Chi scrive attivò a metà degli anni ’90 un programma di ricerca di lungo periodo finalizzato a sostituire sia il welfare redistributivo nel modello europeo, sia l’insufficienza di garanzie in quello statunitense. Semplificando, l’idea si basava sul fatto che le democrazie non possono permettersi il “lusso” di troppa povertà perché i poveri votano e sull’evidenza, in quegli anni, di una tendenza verso la regressione della ricchezza di massa sia nell’ambiente europeo, sia in quello americano nonostante la diversità dei modelli.
Lo scrivente discusse del tema con Giulio Tremonti ed Edward Luttwak nel settembre 1994 in occasione di un evento sul Lago di Como. Sui tovaglioli di carta di un albergo tre diverse sensibilità analitiche disegnarono il medesimo trend: impoverimento delle democrazie. Tremonti volle dare come titolo di un libro a tre mani “Il fantasma della povertà” (Mondadori, 1995). I dati odierni mostrano che negli ultimi decenni quel fantasma si è fatto realtà: mentre agli inizi degli anni ’90 nel mondo delle democrazie evolute era osservabile una proporzione di circa il 70% di ricchi (cioè con almeno un minimo potere di risparmio) e il 30% di meno abbienti (salari o sussidi di mera sopravvivenza), ma questi con speranza e attivismo per diventare ricchi, ora tale proporzione è circa 50% degli uni e 50% degli altri con erosione della classe media e meno speranza dei poveri di poter diventare ricchi combinata con una loro crescente passività. Nel 2023 lo scenario è in lento peggioramento e fa aumentare la probabilità di una crisi strutturale delle democrazie: la condizione del capitalismo di massa e/o della sua speranza è basica per la stabilità di una democrazia. Pertanto è ora di tirar fuori nuovi modelli.
La linea presa dal gruppo di ricerca euroamericano dello scrivente (Stratematica) dal 1995 in poi ha puntato sull’analisi di prestazione dei “modelli di welfare”, uscendo dalla logica classica della relazione conflittuale tra Stato e mercato per cercare una nuova complementarietà tra i due per lo scopo del capitalismo diffuso. In realtà Stratematica si occupava e si occupa sia sul lato accademico, sia su quello applicativo (scenaristica strategica) di un tema più ampio definibile come riparazione e rilancio del capitalismo democratico e democratizzazione globale.

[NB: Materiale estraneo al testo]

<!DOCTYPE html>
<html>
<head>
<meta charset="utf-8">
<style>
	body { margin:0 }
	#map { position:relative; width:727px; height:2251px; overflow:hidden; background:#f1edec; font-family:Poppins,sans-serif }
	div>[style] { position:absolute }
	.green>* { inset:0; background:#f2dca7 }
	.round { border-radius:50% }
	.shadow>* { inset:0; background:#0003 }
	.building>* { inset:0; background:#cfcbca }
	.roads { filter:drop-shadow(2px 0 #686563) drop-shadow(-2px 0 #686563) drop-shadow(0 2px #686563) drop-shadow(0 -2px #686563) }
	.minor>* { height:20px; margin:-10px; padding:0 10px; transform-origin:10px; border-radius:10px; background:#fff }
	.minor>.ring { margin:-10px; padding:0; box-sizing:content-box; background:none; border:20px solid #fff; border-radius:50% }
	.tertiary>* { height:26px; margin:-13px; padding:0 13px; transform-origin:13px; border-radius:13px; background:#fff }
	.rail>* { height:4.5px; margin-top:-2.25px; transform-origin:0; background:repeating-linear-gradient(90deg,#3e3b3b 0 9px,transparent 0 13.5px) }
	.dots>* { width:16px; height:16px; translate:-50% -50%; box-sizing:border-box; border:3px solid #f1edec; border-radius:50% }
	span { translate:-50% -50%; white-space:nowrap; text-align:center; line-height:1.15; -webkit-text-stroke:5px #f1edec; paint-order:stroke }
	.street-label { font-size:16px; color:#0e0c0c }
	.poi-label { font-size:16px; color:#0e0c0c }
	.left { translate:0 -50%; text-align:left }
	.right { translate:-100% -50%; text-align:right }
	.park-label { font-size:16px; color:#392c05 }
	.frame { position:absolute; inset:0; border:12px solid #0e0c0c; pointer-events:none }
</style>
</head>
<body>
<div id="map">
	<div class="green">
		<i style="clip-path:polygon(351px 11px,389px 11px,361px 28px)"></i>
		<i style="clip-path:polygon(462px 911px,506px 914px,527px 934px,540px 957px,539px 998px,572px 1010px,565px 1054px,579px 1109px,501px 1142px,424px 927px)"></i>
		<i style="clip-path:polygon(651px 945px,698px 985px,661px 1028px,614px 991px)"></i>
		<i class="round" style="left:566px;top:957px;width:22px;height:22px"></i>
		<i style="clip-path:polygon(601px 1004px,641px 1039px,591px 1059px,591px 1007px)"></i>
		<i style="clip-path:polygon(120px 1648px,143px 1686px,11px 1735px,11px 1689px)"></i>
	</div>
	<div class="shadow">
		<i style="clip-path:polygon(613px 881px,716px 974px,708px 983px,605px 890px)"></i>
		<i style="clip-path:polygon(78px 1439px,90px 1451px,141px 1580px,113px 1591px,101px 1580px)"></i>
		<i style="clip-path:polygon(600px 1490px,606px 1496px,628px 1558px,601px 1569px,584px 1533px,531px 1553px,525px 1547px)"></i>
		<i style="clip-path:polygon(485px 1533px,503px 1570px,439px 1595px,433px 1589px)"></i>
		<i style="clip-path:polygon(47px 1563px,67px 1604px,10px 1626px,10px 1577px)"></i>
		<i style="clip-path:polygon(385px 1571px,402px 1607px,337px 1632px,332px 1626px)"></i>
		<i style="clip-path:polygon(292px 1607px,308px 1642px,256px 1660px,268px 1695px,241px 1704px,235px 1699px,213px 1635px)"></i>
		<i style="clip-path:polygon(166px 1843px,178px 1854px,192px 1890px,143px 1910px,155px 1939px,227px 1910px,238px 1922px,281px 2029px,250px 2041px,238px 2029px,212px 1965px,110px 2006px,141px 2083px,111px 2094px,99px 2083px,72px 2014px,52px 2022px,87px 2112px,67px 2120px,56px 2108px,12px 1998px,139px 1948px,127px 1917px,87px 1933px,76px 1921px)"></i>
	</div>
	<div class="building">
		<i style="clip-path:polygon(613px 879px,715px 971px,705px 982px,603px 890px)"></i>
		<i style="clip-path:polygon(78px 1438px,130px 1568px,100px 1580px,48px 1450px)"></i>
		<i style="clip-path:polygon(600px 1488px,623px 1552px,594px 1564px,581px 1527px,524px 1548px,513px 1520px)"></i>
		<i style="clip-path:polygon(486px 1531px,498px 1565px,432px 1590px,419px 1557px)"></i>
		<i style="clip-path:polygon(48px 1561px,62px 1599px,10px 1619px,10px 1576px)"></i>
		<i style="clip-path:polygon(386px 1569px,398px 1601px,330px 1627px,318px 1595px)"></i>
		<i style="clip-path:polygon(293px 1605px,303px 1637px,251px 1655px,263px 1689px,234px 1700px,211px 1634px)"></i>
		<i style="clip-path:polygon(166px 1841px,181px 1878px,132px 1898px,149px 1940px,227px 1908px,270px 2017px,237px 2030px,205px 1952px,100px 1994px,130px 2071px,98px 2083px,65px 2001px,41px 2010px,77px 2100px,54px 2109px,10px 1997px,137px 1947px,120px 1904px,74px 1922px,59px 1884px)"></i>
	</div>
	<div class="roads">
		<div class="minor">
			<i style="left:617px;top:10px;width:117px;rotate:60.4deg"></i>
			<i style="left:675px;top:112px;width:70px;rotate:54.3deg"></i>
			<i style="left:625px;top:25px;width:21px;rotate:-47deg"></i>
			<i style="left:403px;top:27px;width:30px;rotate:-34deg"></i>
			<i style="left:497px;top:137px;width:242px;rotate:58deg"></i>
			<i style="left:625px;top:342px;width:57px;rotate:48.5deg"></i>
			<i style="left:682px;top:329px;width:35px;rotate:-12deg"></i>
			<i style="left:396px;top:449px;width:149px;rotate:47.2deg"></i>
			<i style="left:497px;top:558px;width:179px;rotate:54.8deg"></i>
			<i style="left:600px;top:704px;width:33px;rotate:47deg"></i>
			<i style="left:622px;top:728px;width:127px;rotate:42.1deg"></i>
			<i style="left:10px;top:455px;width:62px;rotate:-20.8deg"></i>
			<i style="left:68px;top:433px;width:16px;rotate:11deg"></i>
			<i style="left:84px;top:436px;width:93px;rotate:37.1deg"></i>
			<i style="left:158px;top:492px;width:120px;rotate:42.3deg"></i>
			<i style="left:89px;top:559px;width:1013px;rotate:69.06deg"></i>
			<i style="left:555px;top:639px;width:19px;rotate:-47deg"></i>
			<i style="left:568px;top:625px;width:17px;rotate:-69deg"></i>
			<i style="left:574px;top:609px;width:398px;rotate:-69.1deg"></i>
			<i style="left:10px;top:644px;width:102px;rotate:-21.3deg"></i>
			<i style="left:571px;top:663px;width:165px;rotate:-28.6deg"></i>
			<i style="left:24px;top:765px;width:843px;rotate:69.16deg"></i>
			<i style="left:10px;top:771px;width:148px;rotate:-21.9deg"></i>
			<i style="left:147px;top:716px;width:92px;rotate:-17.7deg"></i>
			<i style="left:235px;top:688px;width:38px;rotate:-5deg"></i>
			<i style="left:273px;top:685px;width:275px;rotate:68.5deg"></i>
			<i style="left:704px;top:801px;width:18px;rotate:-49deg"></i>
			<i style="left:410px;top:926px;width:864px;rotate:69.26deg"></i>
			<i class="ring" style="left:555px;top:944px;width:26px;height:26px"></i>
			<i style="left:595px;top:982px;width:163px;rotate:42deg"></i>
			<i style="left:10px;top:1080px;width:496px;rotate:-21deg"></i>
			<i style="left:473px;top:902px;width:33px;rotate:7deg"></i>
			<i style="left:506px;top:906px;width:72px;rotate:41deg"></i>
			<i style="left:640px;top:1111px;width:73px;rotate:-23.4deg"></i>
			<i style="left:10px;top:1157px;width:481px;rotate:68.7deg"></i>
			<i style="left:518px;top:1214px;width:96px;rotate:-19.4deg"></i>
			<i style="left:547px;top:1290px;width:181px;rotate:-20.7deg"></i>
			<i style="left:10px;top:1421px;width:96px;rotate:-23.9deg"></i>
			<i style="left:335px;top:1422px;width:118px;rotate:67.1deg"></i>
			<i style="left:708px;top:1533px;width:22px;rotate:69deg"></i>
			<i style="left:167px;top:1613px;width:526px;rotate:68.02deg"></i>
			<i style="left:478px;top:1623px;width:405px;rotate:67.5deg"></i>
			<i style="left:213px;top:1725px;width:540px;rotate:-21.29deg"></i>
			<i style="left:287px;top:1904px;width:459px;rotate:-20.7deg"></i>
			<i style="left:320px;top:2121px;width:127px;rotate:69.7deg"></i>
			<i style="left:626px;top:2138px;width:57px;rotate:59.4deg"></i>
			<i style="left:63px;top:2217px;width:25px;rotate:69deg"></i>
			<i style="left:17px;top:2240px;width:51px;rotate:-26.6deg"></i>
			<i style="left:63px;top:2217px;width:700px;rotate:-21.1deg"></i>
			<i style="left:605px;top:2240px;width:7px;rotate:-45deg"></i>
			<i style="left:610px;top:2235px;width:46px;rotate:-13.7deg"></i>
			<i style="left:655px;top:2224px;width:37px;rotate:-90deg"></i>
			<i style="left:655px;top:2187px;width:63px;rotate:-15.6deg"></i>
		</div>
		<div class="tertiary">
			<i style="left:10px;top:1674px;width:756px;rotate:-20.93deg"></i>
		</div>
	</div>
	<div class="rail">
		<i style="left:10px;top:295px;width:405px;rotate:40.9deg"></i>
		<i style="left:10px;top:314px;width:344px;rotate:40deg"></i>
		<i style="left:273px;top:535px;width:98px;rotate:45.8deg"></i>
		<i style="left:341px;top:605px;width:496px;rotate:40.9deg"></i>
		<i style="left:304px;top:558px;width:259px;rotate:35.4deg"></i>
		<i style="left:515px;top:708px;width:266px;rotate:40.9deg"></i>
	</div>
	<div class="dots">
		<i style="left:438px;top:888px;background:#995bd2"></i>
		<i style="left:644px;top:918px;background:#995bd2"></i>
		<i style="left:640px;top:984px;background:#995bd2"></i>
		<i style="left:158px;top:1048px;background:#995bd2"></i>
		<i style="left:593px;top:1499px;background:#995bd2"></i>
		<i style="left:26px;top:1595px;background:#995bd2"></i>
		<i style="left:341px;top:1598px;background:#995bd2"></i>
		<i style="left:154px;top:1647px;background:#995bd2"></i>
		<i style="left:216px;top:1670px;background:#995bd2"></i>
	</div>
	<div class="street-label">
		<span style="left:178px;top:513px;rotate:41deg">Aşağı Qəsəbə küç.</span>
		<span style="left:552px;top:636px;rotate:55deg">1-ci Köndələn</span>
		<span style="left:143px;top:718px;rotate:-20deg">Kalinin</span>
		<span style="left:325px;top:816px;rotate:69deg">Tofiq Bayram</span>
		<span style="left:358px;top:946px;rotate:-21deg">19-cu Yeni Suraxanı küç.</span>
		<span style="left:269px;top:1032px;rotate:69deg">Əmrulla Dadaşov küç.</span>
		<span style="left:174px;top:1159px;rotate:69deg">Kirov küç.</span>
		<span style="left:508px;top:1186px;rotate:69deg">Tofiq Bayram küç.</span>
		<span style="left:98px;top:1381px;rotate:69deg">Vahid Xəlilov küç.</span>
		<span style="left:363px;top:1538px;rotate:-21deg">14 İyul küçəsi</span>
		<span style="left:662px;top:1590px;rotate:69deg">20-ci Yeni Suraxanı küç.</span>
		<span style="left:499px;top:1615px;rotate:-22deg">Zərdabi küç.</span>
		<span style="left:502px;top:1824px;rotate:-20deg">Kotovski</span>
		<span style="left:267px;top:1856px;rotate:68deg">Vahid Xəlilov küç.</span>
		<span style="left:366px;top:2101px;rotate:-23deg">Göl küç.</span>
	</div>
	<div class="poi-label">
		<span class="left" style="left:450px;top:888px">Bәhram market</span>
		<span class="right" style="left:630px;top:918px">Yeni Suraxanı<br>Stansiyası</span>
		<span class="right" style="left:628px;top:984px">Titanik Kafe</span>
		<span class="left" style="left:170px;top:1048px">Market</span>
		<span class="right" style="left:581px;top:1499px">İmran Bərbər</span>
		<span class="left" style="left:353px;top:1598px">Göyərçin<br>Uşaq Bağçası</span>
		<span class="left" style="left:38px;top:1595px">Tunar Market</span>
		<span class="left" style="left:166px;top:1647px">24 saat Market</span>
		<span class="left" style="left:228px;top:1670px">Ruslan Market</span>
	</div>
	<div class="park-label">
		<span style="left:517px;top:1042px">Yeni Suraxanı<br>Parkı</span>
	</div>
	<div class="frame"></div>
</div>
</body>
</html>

Questo approccio guardava e guarda con più precisione i fattori di forza e di debolezza delle democrazie e, negli anni, ha permesso di sviluppare una metrica di valutazione da cui emerse che sia l’assenza di garanzie, sia le garanzie mal indirizzate erano e sono fattori di debolezza. Pertanto, nello scenario generale – poi mirato alla sconfitta dei regimi autoritari emergenti – prese centralità l’idea di sostituire i modelli di welfare in atto con uno nuovo: il welfare di investimento con la missione di trasformare i deboli in forti (Futurizzazione, 2003; Il nuovo progresso, Angeli, 2012; Strategia 2028, Angeli, 2017; La riparazione del capitalismo democratico, Rubbettino, 2021).
Il welfare di investimento si basa sull’idea semplice di fornire un “potere cognitivo” (non semplice istruzione) che metta gli individui in grado di ottenere l’autonomia economica attraverso maggiori mobilità intellettuale e geografica, rendendoli meno dipendenti da assistenzialismi. Cioè investire sulla qualificazione dell’individuo nella sua vita giovane e in quella successiva per renderlo forte. Tale idea semplice si basava sull’osservazione che la capacità cognitiva è un predittore significativo della posizione economica di un individuo. Il requisito del potere cognitivo diffuso ha portato a vedere il denaro fiscale come l’investitore privilegiato in quanto il mercato non può sostenere questo tipo di investimento.
Quanto investimento? Tanto da modificare i capitoli di spesa di un bilancio statale entro il vincolo di efficienza economica di minimizzare le tasse. Ciò rende necessariamente graduale e lenta la transizione dal welfare redistributivo di tipo europeo o dall’insufficienza di garanzie economiche dirette del tipo americano (l’efficienza dinamica del libero mercato negli Stati Uniti è una forma di garanzia economica indiretta per l’occupazione, ma non per il reddito) perché una politica di rapido abbandono dell’assistenzialismo nelle democrazie sarebbe sconfitta elettoralmente in quanto la massa di popolazione dipendente dall’accesso alla ricchezza – in realtà mera sussistenza – per diritto è rilevante nelle democrazie. Poi i denari che servono al potenziamento dell’individuo richiedono una riduzione drastica dei costi dell’apparato pubblico, requisito che impone gradualità.
Tuttavia, la super-qualificazione dell’individuo può essere avviata sperimentalmente dove potrebbe essere meno ostacolata e sostenuta dalle nuove tecnologie di cibernetica tutoriale. Ma veramente la riparazione del capitalismo democratico richiede una pedagogia? La riparazione sarà economica e geopolitica, ma dovrà essere condotta da individui mediamente mille volte più qualificati di quelli ora esistenti in modelli dove la libertà più competente avrà una relazione reciprocamente amplificante con la tecnica ed il capitale.